APIs & Parameter Passing
The hardest part of making it all go, at least for this effort, was getting all the permissions set up properly and getting everyone’s formatting just so. For example, taking content out of Confluence Wiki is easy enough, but parsing the HTML out has to be done well enough so that in a following step, any stray entities that look like JSON are managed. Otherwise, the JavaScript used to feed the embeddings model can choke on the input, thinking there’s some kind of command in there or something. Alternatively, (such as if you actually want code to be getting passed along), you need to consider other methods for embedding. If your JavaScript skills are tragically rusty, (like mine), or wholly non-existent, this can be a struggle. However, as they say, perfect is the enemy of the good. And we can punt a bit here and rely on the LLM and tokenization to simply put the right textual connections together. (Which is what I did. I estimate I got 90% of the junk out and that was good enough for a noticeable lift in my goal results.)
Key Danger
Here’s a rookie mistake. I was getting some help from an LLM with one of my n8n nodes that wasn’t working well. I cut/pasted an error message into the LLM, but… by accident, I pasted an API key in there. I’d hit enter so fast it was just up there. Probably nothing happens, but… I had to revoke the key and create another.
Bottom Line
By adding RAG into the mix for my personal AI assistant chat bot, I got results that included clearly specific information in which I have high trust regarding quality.
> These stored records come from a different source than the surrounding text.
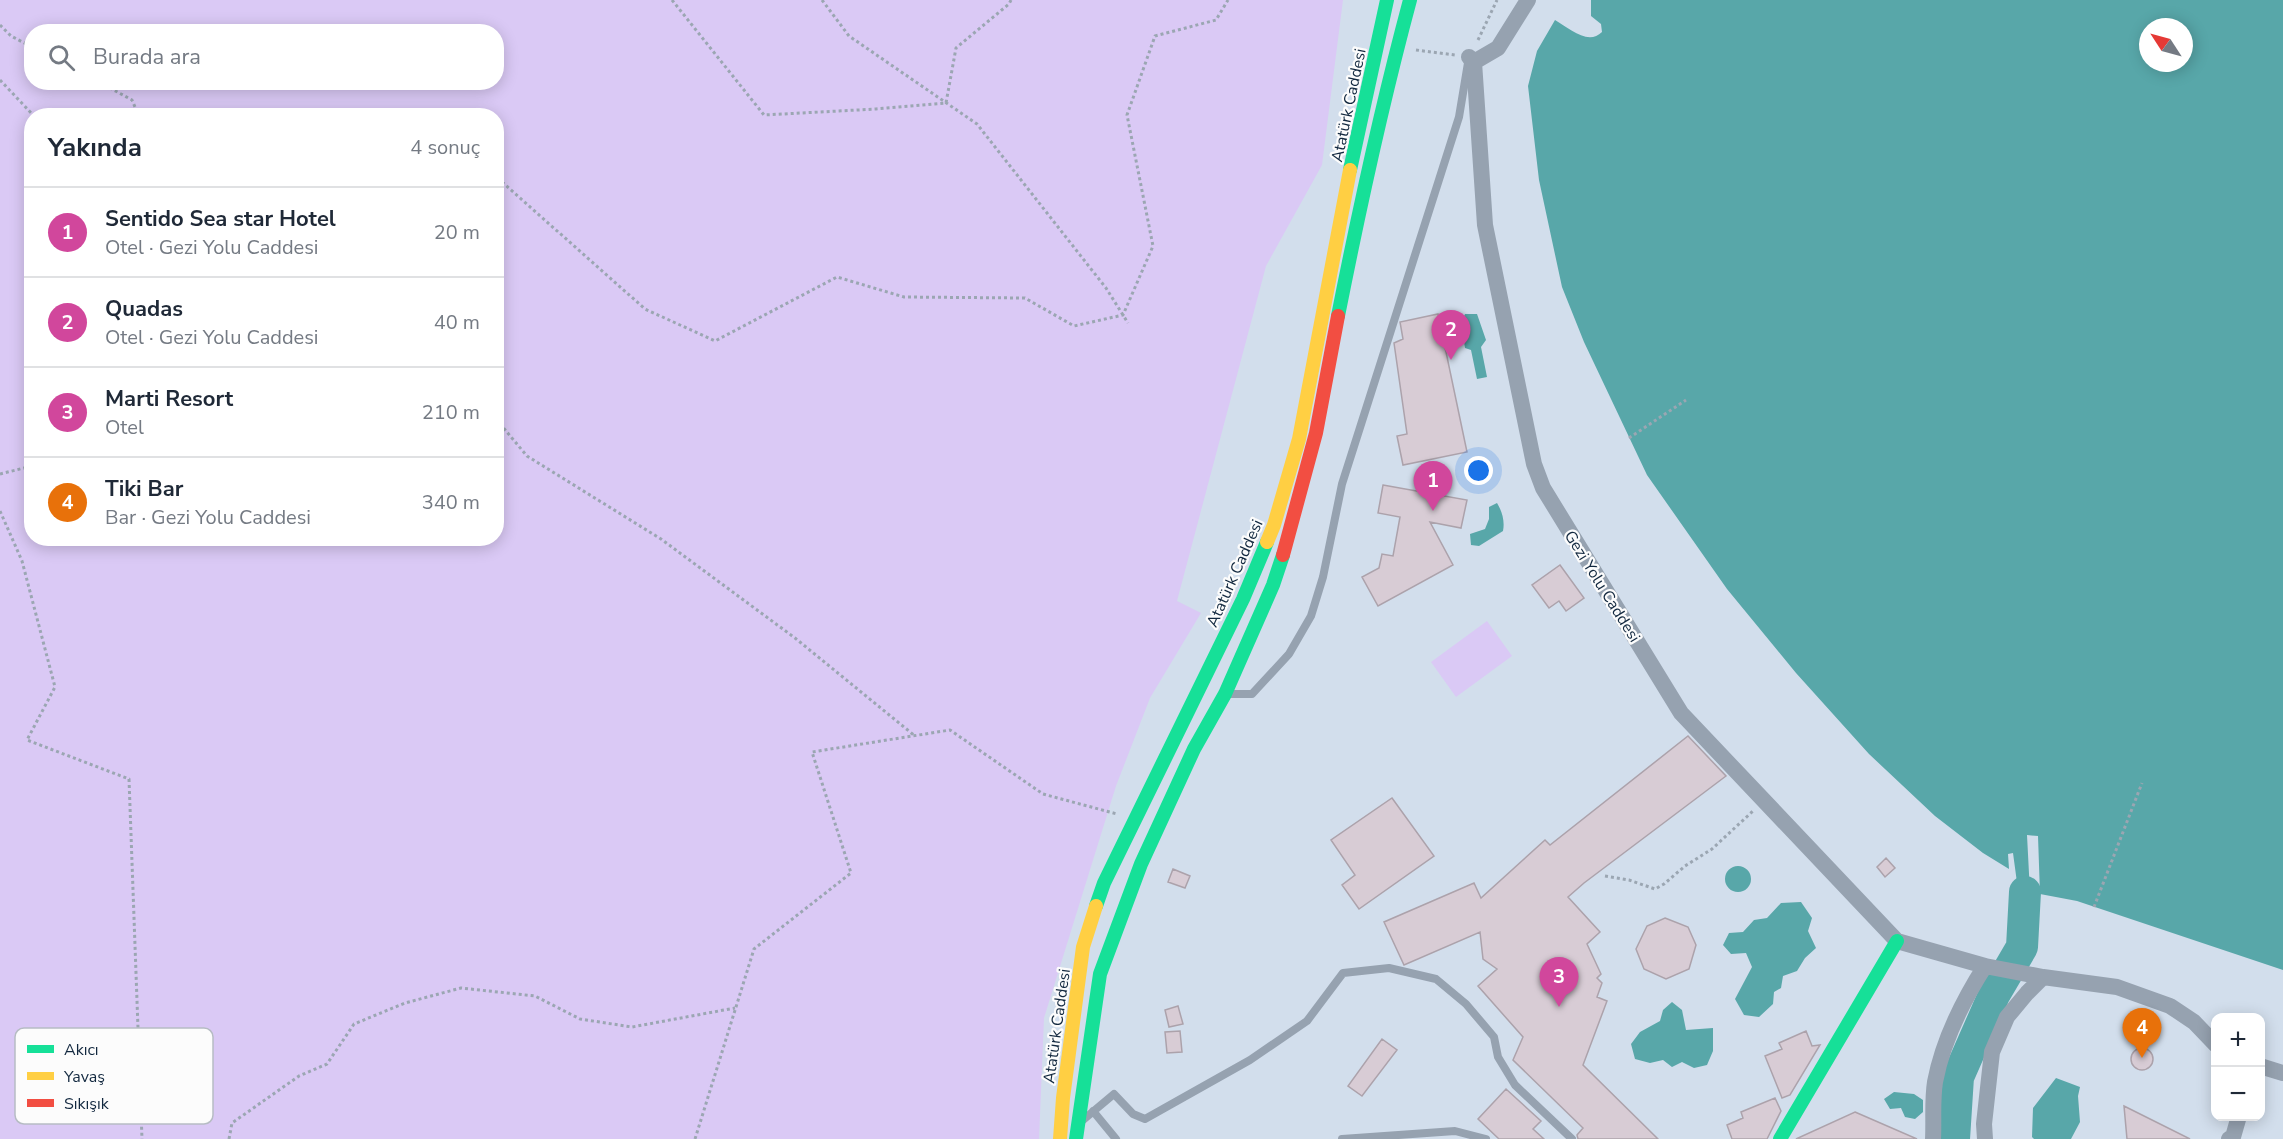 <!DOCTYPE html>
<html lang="tr">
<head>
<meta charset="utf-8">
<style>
  body { margin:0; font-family:"Nunito Sans",sans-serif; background:#f2f2f3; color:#1f2937 }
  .controls { position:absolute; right:18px; bottom:18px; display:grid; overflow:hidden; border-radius:12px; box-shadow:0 3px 15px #0003 }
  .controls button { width:54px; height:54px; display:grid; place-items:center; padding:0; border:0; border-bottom:2px solid #e0e1e3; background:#fff; color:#1f2937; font:30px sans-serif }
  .compass { position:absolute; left:2139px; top:18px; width:54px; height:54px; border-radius:50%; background:#fff; box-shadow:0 3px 15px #0003; rotate:306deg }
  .you { position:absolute; left:1479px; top:471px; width:21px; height:21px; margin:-15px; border:4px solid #fff; border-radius:50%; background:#1a73e8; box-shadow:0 0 0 9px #1a73e833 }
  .badge { display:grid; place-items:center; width:39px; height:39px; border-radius:50%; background:#b45309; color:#fff; font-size:20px; font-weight:700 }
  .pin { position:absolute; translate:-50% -50px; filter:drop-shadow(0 2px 3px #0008) }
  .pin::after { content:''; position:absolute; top:32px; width:21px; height:18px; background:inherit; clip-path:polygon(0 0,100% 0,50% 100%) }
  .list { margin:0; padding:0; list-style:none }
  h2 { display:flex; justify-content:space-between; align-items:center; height:78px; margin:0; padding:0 24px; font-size:26px }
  h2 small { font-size:20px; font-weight:400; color:#747a83 }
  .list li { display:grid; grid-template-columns:39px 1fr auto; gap:18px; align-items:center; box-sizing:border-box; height:90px; padding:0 24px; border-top:2px solid #e0e1e3 }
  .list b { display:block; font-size:22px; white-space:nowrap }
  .list p { margin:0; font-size:20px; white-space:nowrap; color:#747a83 }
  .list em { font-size:20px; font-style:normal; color:#747a83 }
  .icon { flex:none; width:33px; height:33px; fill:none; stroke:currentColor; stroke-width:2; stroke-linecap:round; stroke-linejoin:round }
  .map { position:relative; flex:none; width:2283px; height:1139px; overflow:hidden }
  .search { position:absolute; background:#fff; box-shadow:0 3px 15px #0003; left:24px; top:24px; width:480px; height:66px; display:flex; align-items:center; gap:15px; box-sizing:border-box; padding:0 21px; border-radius:24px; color:#747a83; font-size:22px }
  .panel { position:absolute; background:#fff; box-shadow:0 3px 15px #0003; left:24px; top:108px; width:480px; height:438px; border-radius:24px }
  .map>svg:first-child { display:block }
  .green { fill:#dac9f5; fill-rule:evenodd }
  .water { fill:#58a7a9; fill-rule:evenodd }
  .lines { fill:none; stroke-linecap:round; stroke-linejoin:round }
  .river { stroke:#58a7a9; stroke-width:32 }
  .building { fill:#d8ccd5; stroke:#aca2ab; stroke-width:1.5 }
  .path { stroke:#9ba6b2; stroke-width:3; stroke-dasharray:3 3; stroke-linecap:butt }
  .lane { stroke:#96a2b0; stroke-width:8 }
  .street { stroke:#96a2b0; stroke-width:16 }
  .fast { stroke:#16e098; stroke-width:14 }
  .slow { stroke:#ffcf43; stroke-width:14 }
  .jam { stroke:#f24e42; stroke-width:14 }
  .labels { text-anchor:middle; stroke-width:4.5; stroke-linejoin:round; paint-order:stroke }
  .street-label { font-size:16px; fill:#12283f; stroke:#fcfcfc }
  .key { fill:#fcfcfc; stroke:#b6bcc3; stroke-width:1.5 }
  .key-label { font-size:16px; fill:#12283f }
</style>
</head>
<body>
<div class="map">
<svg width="2283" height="1139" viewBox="0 0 2283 1139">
  <rect width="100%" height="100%" fill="#d2deec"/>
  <path class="green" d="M 0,0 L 1343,0 L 1322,165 L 1266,266 L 1177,601 L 1201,613 L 1150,698 L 1116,786 L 1044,1018 L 1039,1139 L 0,1139 ZM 32,32 L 496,32 L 496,82 L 32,82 ZM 32,116 L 496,116 L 496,538 L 32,538 Z
    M 1487,621 L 1512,656 L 1456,697 L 1431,662 Z"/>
  <path class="water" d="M 1591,0 L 2283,0 L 2283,970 L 2077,901 L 2040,894 L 2038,836 L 2027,835 L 2030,893 L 2018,890 L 2013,853 L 2008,854 L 2009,869 L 1983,853 L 1935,816 L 1869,754 L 1796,673 L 1727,589 L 1647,475 L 1584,342 L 1562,287 L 1539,180 L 1528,86 L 1537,51 L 1555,20 C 1569,28 1588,46 1602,32 L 1601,24 L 1591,16 ZM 2148,27 L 2184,27 L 2184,63 L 2148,63 Z
    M 1465,314 L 1477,314 L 1486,340 L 1481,347 L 1487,377 L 1477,379 L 1471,350 L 1465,348 L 1461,323 Z
    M 1497,503 C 1502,511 1505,521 1503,531 L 1479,546 L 1471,545 L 1470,534 L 1485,529 L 1489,519 L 1489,507 Z
    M1725 879a13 13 0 1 1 26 0a13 13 0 1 1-26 0Z
    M 1801,902 L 1812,918 L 1808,931 L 1816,948 L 1805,958 L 1797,971 L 1783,976 L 1781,988 L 1774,992 L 1773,1004 L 1759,1017 L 1744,1015 L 1735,999 L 1752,967 L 1746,953 L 1731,954 L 1723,945 L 1729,933 L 1743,932 L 1754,920 L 1767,918 L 1781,903 Z
    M 1672,1002 L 1682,1010 L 1686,1030 L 1713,1028 L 1713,1051 L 1707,1065 L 1694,1068 L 1682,1062 L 1672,1067 L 1663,1060 L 1650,1063 L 1635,1059 L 1631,1044 L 1640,1032 L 1660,1021 L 1663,1010 Z
    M 2056,1078 L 2080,1087 L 2078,1096 L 2080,1122 L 2071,1139 L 2034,1139 L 2032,1137 L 2033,1108 Z
    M 1894,1092 L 1914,1094 L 1923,1100 L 1923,1112 L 1915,1119 L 1905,1117 L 1901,1108 L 1890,1109 L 1884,1099 Z"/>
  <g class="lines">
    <path class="river" d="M 1954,1139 L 1958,1077 L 1994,995 L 2022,947 L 2025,892"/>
  </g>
  <path class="building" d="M 1438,314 L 1467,452 L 1403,465 L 1397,436 L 1407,434 L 1394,343 L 1403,339 L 1400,322 Z
    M 1383,485 L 1467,500 L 1461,528 L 1430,522 L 1453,565 L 1378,606 L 1362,577 L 1379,568 L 1382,554 L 1393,556 L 1400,517 L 1378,513 Z
    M 1560,565 L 1584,598 L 1566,611 L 1559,601 L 1549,608 L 1532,585 Z
    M 1688,736 L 1726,776 L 1584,883 L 1568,897 L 1600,932 L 1587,944 L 1601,974 L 1597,978 L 1602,983 L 1597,997 L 1607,1001 L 1583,1065 L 1658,1139 L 1578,1139 L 1577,1135 L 1583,1128 L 1513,1060 L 1523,1037 L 1478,986 L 1497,969 L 1483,959 L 1480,932 L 1404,965 L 1384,922 L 1474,883 L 1481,898 L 1545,840 L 1550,845 Z
    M 1392,798 L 1434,856 L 1359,909 L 1342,885 L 1355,875 L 1331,840 Z
    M 1886,858 L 1895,868 L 1885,877 L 1877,867 Z
    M 1173,869 L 1190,876 L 1185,888 L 1168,882 Z
    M 1665,918 L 1688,927 L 1696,945 L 1689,969 L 1666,979 L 1644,969 L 1636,949 L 1647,926 Z
    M 1178,1006 L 1183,1024 L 1169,1027 L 1165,1010 Z
    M 1180,1031 L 1182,1052 L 1167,1053 L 1165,1032 Z
    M 1806,1031 L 1812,1046 L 1820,1045 L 1790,1095 L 1782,1098 L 1765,1056 L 1782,1049 L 1779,1043 Z
    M 1382,1039 L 1397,1050 L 1362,1096 L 1348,1086 Z
    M2131 1059a11 11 0 1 1 22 0a11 11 0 1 1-22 0Z
    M 1506,1089 L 1541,1121 L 1533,1129 L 1544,1139 L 1499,1139 L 1478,1119 Z
    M 1775,1098 L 1781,1111 L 1767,1139 L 1732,1139 L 1727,1125 L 1743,1118 L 1741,1112 Z
    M 2124,1106 L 2190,1139 L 2127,1139 Z
    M 1855,1112 L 1917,1139 L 1796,1139 Z"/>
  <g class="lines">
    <path class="path" d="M 672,0 L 764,115 L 876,109 L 946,103 L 956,48 L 1009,4 L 1011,0
      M 822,0 L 849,36 L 977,124 L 1106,288 L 1128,323
      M 0,25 L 11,36 L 32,47
      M 1478,40 L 1497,0
      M 1416,50 L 1455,55
      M 0,80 L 34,116
      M 99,82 L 132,100 L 139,116
      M 496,183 L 502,182 L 645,309 L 715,341 L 837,277 L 904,297 L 1025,298 L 1074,326 L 1123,315 L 1153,246 L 1127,115 L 1155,36 L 1216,20 L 1228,0
      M 496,419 L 527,456 L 661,539 L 795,638 L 915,736
      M 1629,438 L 1686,400
      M 0,474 L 32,466
      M 0,511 L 22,561 L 55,687 L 27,740 L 129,779 L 142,1139
      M 1605,876 L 1629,880 L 1655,889 L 1664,884 L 1685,866 L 1712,849 L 1753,811
      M 2094,907 L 2142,783
      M 229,1139 L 232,1123 L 299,1076 L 327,1064 L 354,1024 L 405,1003 L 461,988 L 535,996 L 580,1019 L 632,1027 L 735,1008
      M 695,1139 L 754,949 L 851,873 L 812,752 L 950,730 L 1043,794 L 1117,814"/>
    <path class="lane" d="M 1228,694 L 1252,694 L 1289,654 L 1311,616 L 1323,577 L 1342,484 L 1459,117 L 1468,63
      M 1093,1111 L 1116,1139
      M 1083,1120 L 1114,1094 L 1133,1114 L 1145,1119 L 1250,1060 L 1307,1021 L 1343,973 L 1389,968 L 1436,979 L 1466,1004 L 1494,1037 L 1498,1057 L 1515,1085 L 1572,1139
      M 1342,1139 L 1455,1131 L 1486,1139"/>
    <path class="street" d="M 1469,57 L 1474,62 L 1485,225 L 1534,464 L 1543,488 L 1681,713 L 1897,941 L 1985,966 L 2043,977 L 2117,987 L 2170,1006 L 2194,1022 L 2216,1045
      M 1474,62 L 1498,48 L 1528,0
      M 2260,1066 L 2283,1073
      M 1933,1139 C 1934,1121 1932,1101 1935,1082 C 1943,1040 1962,1002 1985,966
      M 1985,1139 L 1984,1124 L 1992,1052 L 2007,1017 L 2027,993 L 2043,977
      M 2229,1139 L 2233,1137 L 2239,1116"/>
    <path class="fast" d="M 1350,170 L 1387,0
      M 1338,316 C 1359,210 1382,104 1410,0
      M 1096,906 L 1104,883 L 1243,599 L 1267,542
      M 1076,1139 L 1100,974 L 1141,864 L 1194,749 L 1225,694 L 1273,585 L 1283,555
      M 1780,1139 L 1897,941"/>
    <path class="slow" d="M 1267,542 L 1274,525 L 1299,439 L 1350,170
      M 1060,1139 L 1063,1098 L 1083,947 L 1096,906"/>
    <path class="jam" d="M 1283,555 L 1316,433 L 1338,316"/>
  </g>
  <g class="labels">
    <g class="street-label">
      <text transform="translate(1348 105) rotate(-78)" y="6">Atatürk Caddesi</text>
      <text transform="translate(1234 573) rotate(-66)" y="6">Atatürk Caddesi</text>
      <text transform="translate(1603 586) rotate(58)" y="6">Gezi Yolu Caddesi</text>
      <text transform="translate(1056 1026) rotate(-82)" y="6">Atatürk Caddesi</text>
    </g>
  </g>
  <rect x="15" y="1028" width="198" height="96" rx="9" class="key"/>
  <rect x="27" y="1045" width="27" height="8" fill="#16e098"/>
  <rect x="27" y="1072" width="27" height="8" fill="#ffcf43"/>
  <rect x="27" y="1099" width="27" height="8" fill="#f24e42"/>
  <g class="key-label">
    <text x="64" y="1055">Akıcı</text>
    <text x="64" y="1082">Yavaş</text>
    <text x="64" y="1109">Sıkışık</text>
  </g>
</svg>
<div class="controls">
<button>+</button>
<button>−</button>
</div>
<svg class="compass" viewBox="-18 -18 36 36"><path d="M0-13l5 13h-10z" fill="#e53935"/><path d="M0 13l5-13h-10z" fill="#747a83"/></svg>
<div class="you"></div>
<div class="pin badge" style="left:1433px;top:511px;background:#d1479c">1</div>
<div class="pin badge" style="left:1451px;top:360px;background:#d1479c">2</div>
<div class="pin badge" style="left:1559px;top:1007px;background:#d1479c">3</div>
<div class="pin badge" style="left:2142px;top:1058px;background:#e8710a">4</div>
<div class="search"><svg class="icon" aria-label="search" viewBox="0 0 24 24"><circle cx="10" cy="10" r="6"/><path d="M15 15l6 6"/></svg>Burada ara</div>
<section class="panel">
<h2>Yakında<small>4 sonuç</small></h2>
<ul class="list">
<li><span class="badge" style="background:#d1479c">1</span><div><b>Sentido Sea star Hotel</b><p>Otel · Gezi Yolu Caddesi</p></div><em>20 m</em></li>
<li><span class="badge" style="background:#d1479c">2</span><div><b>Quadas</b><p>Otel · Gezi Yolu Caddesi</p></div><em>40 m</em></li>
<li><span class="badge" style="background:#d1479c">3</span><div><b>Marti Resort</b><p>Otel</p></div><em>210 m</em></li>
<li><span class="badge" style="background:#e8710a">4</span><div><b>Tiki Bar</b><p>Bar · Gezi Yolu Caddesi</p></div><em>340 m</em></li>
</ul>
</section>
</div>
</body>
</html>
This is not the only use case for RAG. Others include making sure newer up to date information is available; if that’s a need. Or customer history specific information is considered. Or some industry specific information is available. Or… whatever your needs might be to pile on to a foundational model.
The point is, this is getting increasingly easier to do for even simple needs or wants. And it can be done on top of existing models. Or you can use free open source foundational models as well, that for many purposes may be plenty good enough for particular use cases. For example, even though language drifts over time, you don’t necessarily need a constantly updated foundational model. If using LLMs primarily for their core benefit of highly advanced natural language processing, you don’t necessarily need the latest variant of the most expensive paid options.
All of these elements along the Machine Learning Operations (MLOps) workflow are somewhat composable. This is one of the reasons we’ll likely see increasing use cases that merge crypto blockchains into agentic workflows. In order to operate, agents will need to interact with other agents. They’ll need to verify provenance of other agents as well as have a means to transact. And that’s likely better off done via some form of tokenomics. (A token based economy.)
But, that’s a whole other topic in itself.